1. SCOPE OF WORK: LTC will be engaged by the Client on various matters
outlined below. The Client may expand the scope of services from time to time,
provided that LTC agrees to such expansion. LTC will report to the Client's
Board of Directors (the "Board"), or any party designated by the Board. As of
the date of this Agreement, the parties agree LTC's services shall include:
A) Develop and advise IBD on an operational restructuring plan for the
xxx.xXxxXXX.xxx website.
B) Work with IBD's existing management team and advise on operating
issues at the xxx.xXxxXXX.xxx subsidiary.
C) Provide monthly update to IBD, via conference call.
D) Take over complete operational and marketing control of
xxx.xXxxXXX.xxx.
2. TERM: The term of the Engagement shall commence as of March 1, 2005 and
will continue for two years. Agreement will automatically renew in two year
increments as long as the website is producing a minimum of $20,000 per month of
gross revenue.
3. COMPENSATION: LTC will take over the credit card processing as of March 1,
2005. LTC will collect the gross revenues subject to the following:
A) LTC will pay to IBD on the 15th of the following month a percentage
of gross revenue as follows
(i) 20% up to $19,999 per month
(ii) 18% from $20,000 - $29,999 per month
(iii) 16% from $30,000- $39,999 per month
(iv) 14% from $40,000-$49,999 per month
(v) 12% from $50,000-$59,999 per month
(vi) 10% over $60,000
B) LTC will subtract from the gross revenue any Charity auctions,
Charity commissions, any revenue shared auctions, any refunds
stemming from auctions, and any Bid Bucks.
C) LTC will be given 2 offices in the IBD facility at no charge to LTC.
D) LTC will be responsible for a incoming xxx.xxxxxxx.xxx phone line.
E) LTC will be responsible for their own postage and office supplies
F) IBD will supply LTC with the 2 existing computers and programs to
run credit cards and certs.
G) LTC will pay all hosting costs directly to MPI Net.
H) LTC will be responsible for all new employees
I) LTC does not have the right to bind IBD in any contractual
obligations.
J) LTC will have the right to use any and all existing logos and
collateral material as they relate to xxx.xXxxXXX.xxx.
K) LTC is not responsible for any existing payables.
4. RIGHTS TO WORK OUTPUT: LTC shall retain exclusive rights to ownership of
all work output by LTC in connection with its engagement hereunder, including
without limitation any reports or other written product generated by LTC, all
working papers of LTC and any correspondence, memoranda, calculations, notes,
etc. that LTC may have used in the development of the reports above or such
working papers or in the performance of any work within the scope of this
Agreement.
5. PERSONNEL: Each party hereto agrees that it will not employ personnel or
representatives of the other party hereto during the period of work provided for
hereunder and for a period of one (1) year after the termination of this
Agreement or completion of the project or work contemplated hereunder without
the written agreement of the other party.

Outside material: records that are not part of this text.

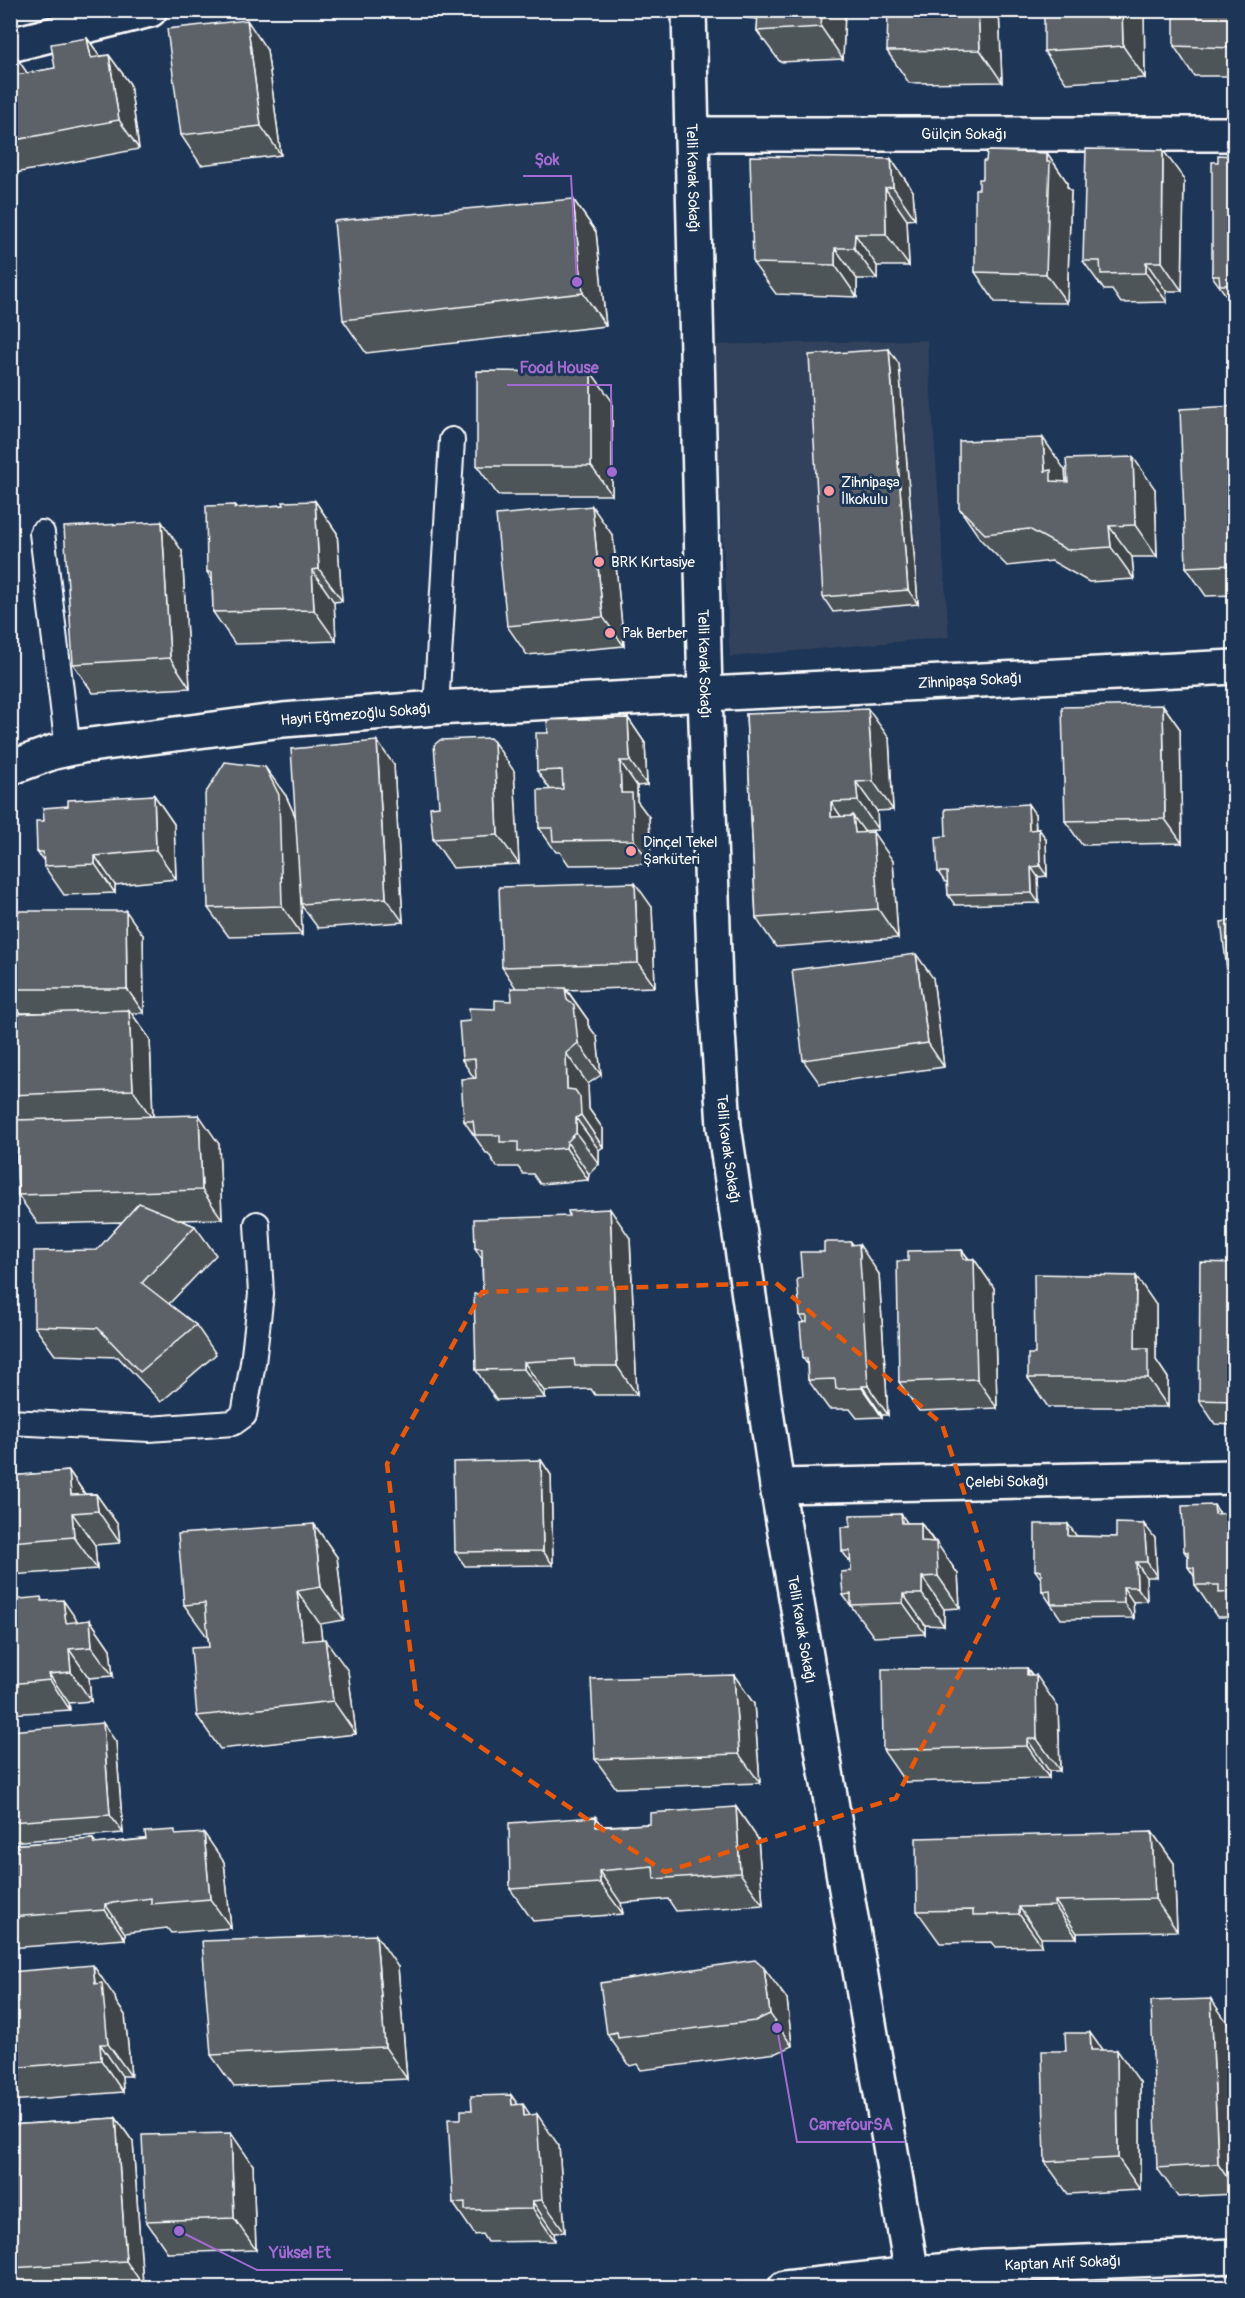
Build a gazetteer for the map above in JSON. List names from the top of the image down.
{
  "streets": {
    "street": [
      "Gülçin Sokağı",
      "Telli Kavak Sokağı",
      "Zihnipaşa Sokağı",
      "Hayri Eğmezoğlu Sokağı",
      "Çelebi Sokağı",
      "Kaptan Arif Sokağı"
    ]
  },
  "crossings": [
    ["Gülçin Sokağı", "Telli Kavak Sokağı"],
    ["Telli Kavak Sokağı", "Zihnipaşa Sokağı"],
    ["Telli Kavak Sokağı", "Hayri Eğmezoğlu Sokağı"],
    ["Telli Kavak Sokağı", "Çelebi Sokağı"],
    ["Telli Kavak Sokağı", "Kaptan Arif Sokağı"],
    ["Zihnipaşa Sokağı", "Hayri Eğmezoğlu Sokağı"]
  ],
  "places": [
    "Şok",
    "Food House",
    "Zihnipaşa İlkokulu",
    "BRK Kırtasiye",
    "Pak Berber",
    "Dinçel Tekel Şarküteri",
    "CarrefourSA",
    "Yüksel Et"
  ]
}
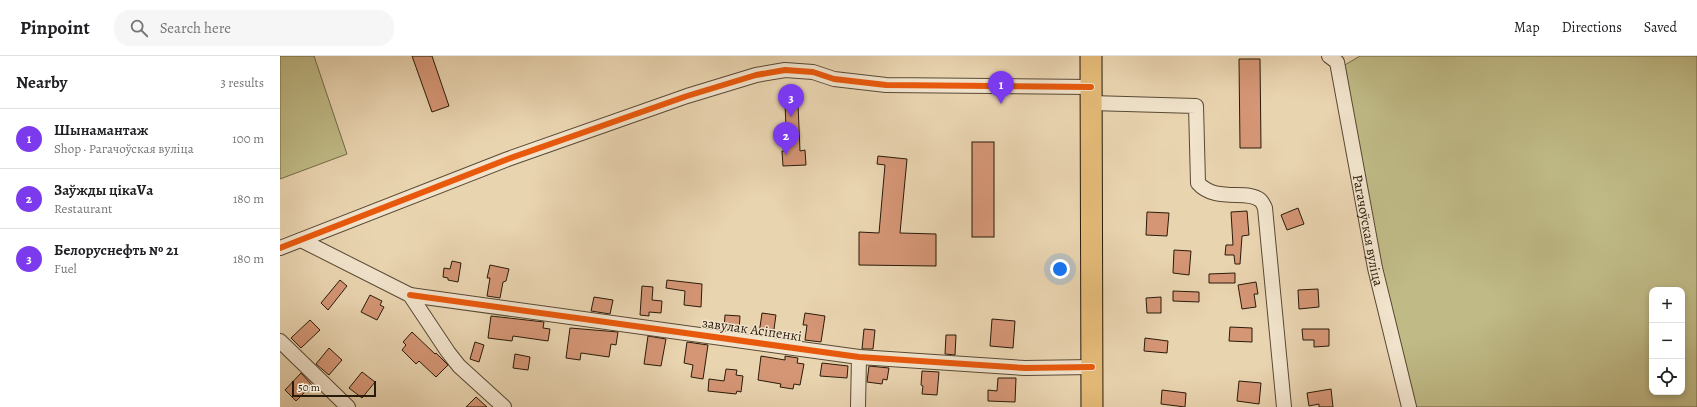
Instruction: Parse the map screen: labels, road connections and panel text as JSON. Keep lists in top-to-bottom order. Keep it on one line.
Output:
{"streets":{"street":["Рагачоўская вуліца","завулак Асіпенкі"]},"scale_bar":"50 m","page":{"header":"Pinpoint","search":"Search here","nav":["Map","Directions","Saved"],"heading":["Nearby","3 results"],"pins":["1","3","2"],"list":[{"mark":"1","name":"Шынамантаж","note":"Shop · Рагачоўская вуліца","value":"100 m"},{"mark":"2","name":"Заўжды цікаVа","note":"Restaurant","value":"180 m"},{"mark":"3","name":"Белоруснефть № 21","note":"Fuel","value":"180 m"}],"map_buttons":["+","−"],"scale":"50 m"}}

6. INDEPENDENT CONTRACTOR: Neither LTC nor any of its personnel performing
work or services hereunder shall be deemed to be an agent or employee of IBD,
but shall be deemed to be an independent contractor of IBD.
7. CONFIDENTIALITY: LTC will maintain in strict confidence any and all
information of a non-public nature relating to IBD or its business that it may
gain or develop in the course of its engagement by IBD (including, without
limitation, its own work product and advice to client), and will not disclose
any such information to any person during or after its engagement by IBD except
with the written consent of IBD, as permitted by law or as required by court
order. Upon termination of this Agreement, LTC will return to IBD all materials
of a non-public nature received from IBD in the course of its engagement, and
will either deliver to IBD or destroy any copies thereof that it may have made
or received. Notwithstanding the confidentially provisions of this Section 7,
Client acknowledges and agrees that LTC may publish an announcement either in
newspapers, journals, magazines, or other publications or by direct mailings to
third parties, whereby LTC informs the public or such parties of the fact of its
engagement by IBD, the general nature of the services provided by LTC, the time
period of such engagement, the general
nature of the business or industry in which IBD is engaged, the relative size in
financial terms of the Client or the transactions in which LTC was involved, and
similar information that generally describes the nature and extent of LTC's
engagement by Client. With the prior written consent of IBD. A PRESS RELEASE
AND/OR AND 8K MAY BE REQUIRED PER SEC RULES, LTC WILL HAVE THE RIGHT TO APPROVE
THE FINAL VERSION, SAID APPROVAL SHALL NOT BE UNREASONABLE WITHHELD.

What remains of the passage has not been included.